Investors returned to buy US dollars in light of the successive stimulus plans by the US Federal Reserve and the US government, but the rebound gains for the USD/JPY pair did not exceed the 107.86 level during this week’s trading, before the pair settled around 106.90 at the time of writing, after the announcement of a strongly negative readings for US retail sales numbers. The global economy is still facing the unknown in light of the deadly Corona epidemic, which killed nearly 8,000 people, infected 190,000 people and caused the complete shutdown of many global economies led by China, Italy and now the United States with the start of its work on quarantine plans to prevent further outbreak.

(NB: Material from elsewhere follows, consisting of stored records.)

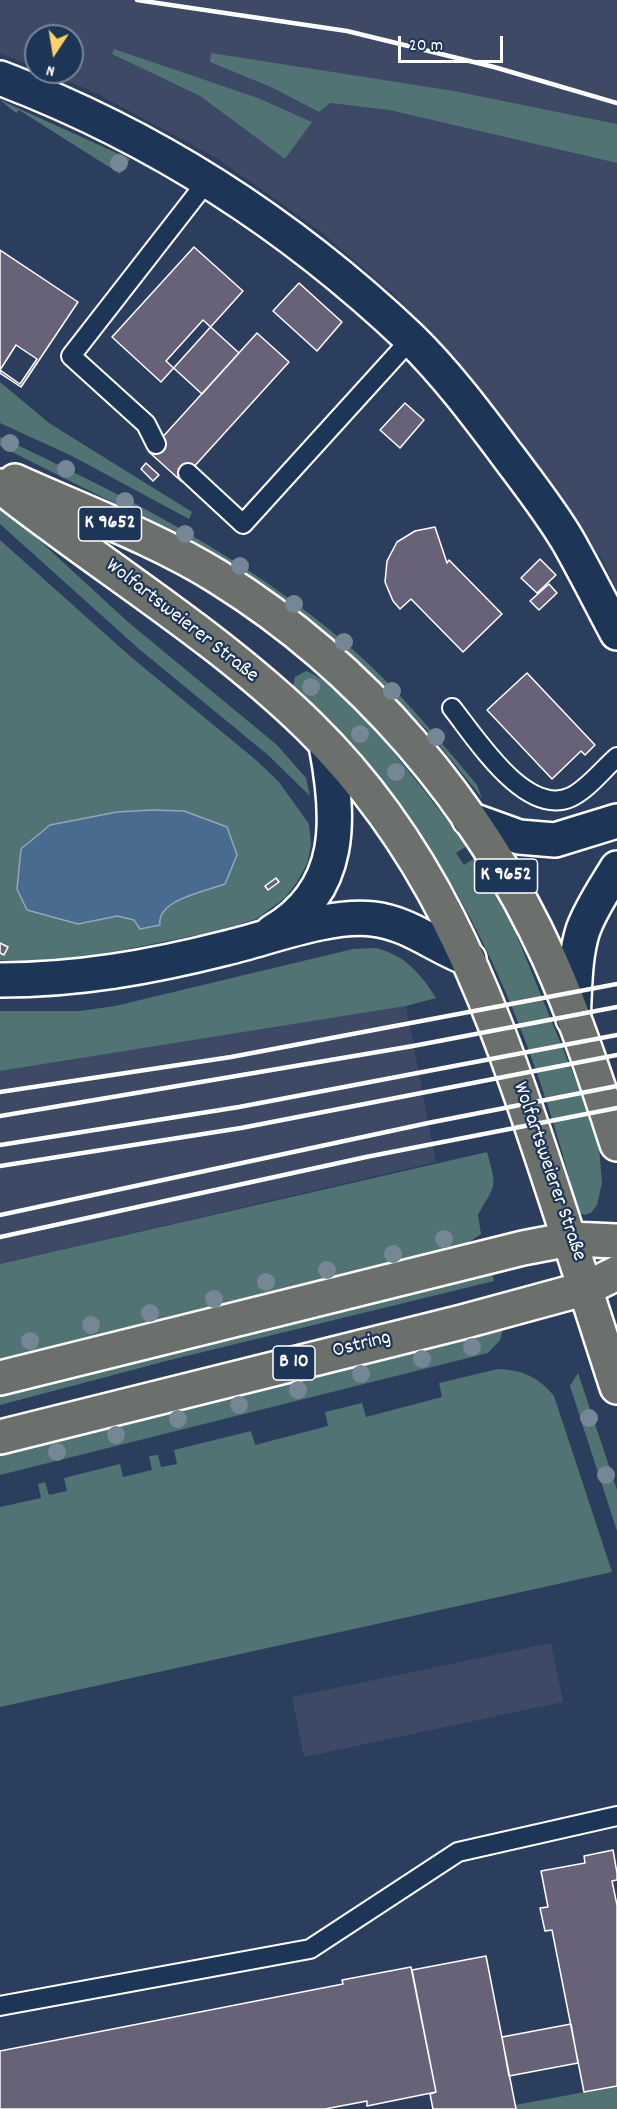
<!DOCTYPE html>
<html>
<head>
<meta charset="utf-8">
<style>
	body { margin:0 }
	#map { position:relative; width:617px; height:2109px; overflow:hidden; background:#2c3e5e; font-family:Dekko,sans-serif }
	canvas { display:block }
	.north { position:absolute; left:24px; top:24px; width:60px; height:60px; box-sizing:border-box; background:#1d3557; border:2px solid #77869a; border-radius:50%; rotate:192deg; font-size:16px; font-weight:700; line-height:24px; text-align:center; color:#fff }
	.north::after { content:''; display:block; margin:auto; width:21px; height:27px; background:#ffd166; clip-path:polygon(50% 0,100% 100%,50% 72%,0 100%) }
	.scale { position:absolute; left:398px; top:36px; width:105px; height:27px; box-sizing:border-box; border:3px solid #fff; border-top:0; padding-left:8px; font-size:18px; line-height:21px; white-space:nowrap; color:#fff; -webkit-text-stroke:4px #1d3557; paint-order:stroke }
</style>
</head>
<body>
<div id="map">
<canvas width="617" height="2109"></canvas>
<div class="north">N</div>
<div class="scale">20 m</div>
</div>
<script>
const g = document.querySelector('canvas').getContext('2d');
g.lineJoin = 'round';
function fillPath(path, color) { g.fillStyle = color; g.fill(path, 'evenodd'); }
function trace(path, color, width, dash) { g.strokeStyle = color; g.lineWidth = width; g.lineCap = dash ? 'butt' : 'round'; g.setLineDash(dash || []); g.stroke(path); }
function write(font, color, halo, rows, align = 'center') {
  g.font = font + ' Dekko,sans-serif'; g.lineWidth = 4.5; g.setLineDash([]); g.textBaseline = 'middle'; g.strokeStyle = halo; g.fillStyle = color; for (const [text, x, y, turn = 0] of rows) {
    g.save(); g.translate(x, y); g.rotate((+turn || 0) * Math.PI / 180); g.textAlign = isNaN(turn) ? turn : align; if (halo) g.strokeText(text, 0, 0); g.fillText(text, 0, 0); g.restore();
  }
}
fillPath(new Path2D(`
	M0 0H617V124L454 91 211 54 319 112 330 103 389 110 617 163V591L602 559 526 447 452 355 392 293 319 230 218 159 96 93 46 72H72V36H36V68L0 53ZM114 50 258 98 311 122 285 159 200 96 112 54Z
	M406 1006 436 1162 0 1264V1071Z
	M551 1643 563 1702 304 1757 292 1697Z`), '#3e4966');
fillPath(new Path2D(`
	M114 49 258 98 312 122 285 159 200 96 112 54Z
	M211 53 454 91 617 124V163L389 110 330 103 319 112 271 87 210 62Z
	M0 100 130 159 120 174 19 110 16 113Z
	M0 382 49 423 192 512 189 519 72 456 0 423Z
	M0 437C120 493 250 559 350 647 397 688 437 737 477 785L482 798 426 729 378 681 319 631 257 584 194 543 0 446Z
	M0 509 27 529 128 622 277 745 306 778 310 796 268 755 139 649 0 524Z
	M0 540 131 657 256 760 279 782 309 824 311 845 307 864 297 882 285 898 256 919 217 931 68 961 0 960Z
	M306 671C347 685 437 807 467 846L456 853 464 865 476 857 510 919 598 1135 602 1183 597 1205 591 1213 584 1215 578 1211C541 1062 480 900 379 781 354 751 325 723 298 695L293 687 295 677Z
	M376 948C405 955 421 974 436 998L406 1006 0 1071V1011H80L115 1006 353 949Z
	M487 1152C498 1190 495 1184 478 1215L481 1234 466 1244 0 1362V1264Z
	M492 1272 494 1281 170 1360 0 1405V1395Z
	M503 1329 500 1340 488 1353 0 1475V1454Z
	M498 1369C521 1369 540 1378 554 1396L612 1572 0 1707V1507L41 1498 38 1484 45 1482 49 1495 67 1491 64 1478 120 1464 123 1477 152 1470 149 1456 158 1455 161 1467 177 1464 174 1450 251 1431 255 1445 328 1426 325 1412 362 1403 366 1417 442 1397 439 1383Z
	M578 1373 617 1490V1531L570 1386Z
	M617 2086V2109H516L515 2105Z`), '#527373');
const water = new Path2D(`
	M153 810 184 811 227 827 237 855 225 884C206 891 156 900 160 925L140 929 134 920 117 916 78 924 27 910 17 889 21 849 50 825 117 812Z`);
fillPath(water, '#496b8f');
trace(water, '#92a6bc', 1.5);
const building = new Path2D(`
	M194 247 243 291 161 382 112 337Z
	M0 250 78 302 21 387 0 373Z
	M299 283 342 322 317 351 273 311Z
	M203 320 239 353 202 394 166 361Z
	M257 333 289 362 181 481 149 452Z
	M16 345 37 359 20 384 0 370Z
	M405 403 424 420 400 448 380 430Z
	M146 463 159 475 153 481 141 469Z
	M435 527 447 563 449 560 502 614 463 652 411 599 400 609 393 601 385 582 387 561 397 542 415 531Z
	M540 559 556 575 537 593 521 578Z
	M549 584 557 593 539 610 530 601Z
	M527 673 595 745 585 755 581 751 552 779 487 710Z
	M276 878 279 882 268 890 265 886Z
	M0 943 8 947 4 955 0 953Z
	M613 1850 617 1873V1880L612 1881 617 1905V2086L584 2092 552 1930 545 1931 540 1908 548 1907 541 1871 585 1863 584 1856Z
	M486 1956 516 2109H433L430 2094 436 2092 412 1970Z
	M411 1967 436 2092 367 2106V2101L325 2109H0V2051L343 1984 342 1980Z
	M571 2024 578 2063 509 2076 502 2037Z`);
fillPath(building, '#686278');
trace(building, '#fff', 1.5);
const lane = new Path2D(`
	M156 444 146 424 71 356 208 180
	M188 473 243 524 411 339
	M452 708C476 738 526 818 571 797 588 789 603 769 617 757
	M0 2006 310 1949 458 1852 617 1816`);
const street = new Path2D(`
	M0 78C153 136 291 225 410 338 446 373 478 416 508 456 529 484 551 512 568 541 585 571 601 603 617 633
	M469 819 519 837 555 840 617 821
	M272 932C345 890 340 817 326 745
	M0 980C78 980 151 967 226 948 269 938 328 914 373 919 409 923 436 947 469 959
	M573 1019C575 990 574 958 583 930 591 908 605 888 617 868`);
const primary = new Path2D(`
	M15 481C81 511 157 539 218 577 363 667 479 804 549 958 576 1018 597 1082 617 1144
	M0 486C102 567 215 634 309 726 429 843 484 984 536 1139 564 1222 590 1304 617 1387
	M0 1378 523 1248 570 1239 617 1241
	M0 1437 462 1322 587 1288 617 1273`);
trace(lane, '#fff', 22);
trace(street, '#fff', 38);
trace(primary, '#fff', 38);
trace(lane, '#1d3557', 18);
trace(street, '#1d3557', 33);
trace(primary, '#6b706d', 33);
trace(new Path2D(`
	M137 0 347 31 494 67 617 103
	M0 1092 231 1057 617 984
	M0 1116 413 1046 617 1007
	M0 1145 239 1107 617 1035
	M0 1166 241 1128 617 1055
	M0 1215 428 1123 617 1086
	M0 1237 366 1157 617 1108`), '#fff', 4.5);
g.fillStyle = '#758694';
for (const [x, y] of [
	[119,163],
	[10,443],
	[66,469],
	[125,501],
	[185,534],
	[240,566],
	[294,604],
	[344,642],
	[311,687],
	[392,691],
	[360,734],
	[436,737],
	[396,772],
	[444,1239],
	[393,1254],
	[327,1270],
	[266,1282],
	[214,1299],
	[150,1313],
	[91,1325],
	[30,1341],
	[472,1347],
	[422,1359],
	[361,1374],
	[298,1390],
	[239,1405],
	[589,1418],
	[178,1419],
	[116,1435],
	[57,1452],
	[606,1475]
]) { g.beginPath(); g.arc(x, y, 9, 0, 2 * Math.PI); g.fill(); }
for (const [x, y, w] of [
	[110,524,63],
	[506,876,63],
	[294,1363,42]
]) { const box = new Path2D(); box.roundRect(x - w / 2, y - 17, w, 34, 4.5); g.fillStyle = '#1d3557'; g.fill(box); trace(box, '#fff', 1.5); }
write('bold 20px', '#fff', null, [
	["K 9652",110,524],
	["K 9652",506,876],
	["B 10",294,1363]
]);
write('21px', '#fff', '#1d3557', [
	["Wolfartsweierer Straße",181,622,38],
	["Wolfartsweierer Straße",548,1172,71],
	["Ostring",362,1346,-14]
]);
</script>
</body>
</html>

In an effort to allay the fears of the American people and investors, Trump said at a White House news conference where reporters sat in separate seats to keep a safe distance: “One day we will stand here and say: We have won. Surely while you are sitting there, we will say it”. The president’s announcement came a day after he acknowledged, for the first time, that the epidemic might push the US economy into recession, and suggested that the nation might have to deal with the virus until “July or August”. On Tuesday, the president and his team warned Americans to prepare for a long change in their daily routine as it could take more than a month before the impact of his guidance was measured for the 15-day deadline he set on Monday.
Trump’s tone on Tuesday was much less optimistic than his previous forecasts, when he insisted that it could end in a matter of weeks. His admission that an outbreak could push the US economy into recession is astonishing for Trump, who for two weeks has shown a heterogeneous optimistic tone about the pandemic that endangers his presidency.
According to technical analysis of the pair: Despite the recent correction attempts, the USD/JPY pair has not yet lived up to confirming the reversal of the general trend to the upside unless the pair moves around and above the 110.00 psychological resistance. This pair specifically faces the struggle of safe havens, as the Japanese yen has historically been an ideal haven for investors in times of uncertainty due to the negative interest and lack of Japanese central intervention, no matter how strong the Japanese yen is, and recently the US dollar, with successive stimulus plans from the US central bank and US government, to stimulate the largest economy in the world in the face of a possible recession from the corona outbreak round the world. Bears are still dominating the performance and therefore we expect the pair to continue in the path of its descending channel, moving towards the support levels at 106.45, 105.80 and 104.70 respectively.
As for the economic calendar data: After announcing the Japanese trade balance, we will wait until the announcement of building permit numbers, housing starts and oil stocks data from the U.S.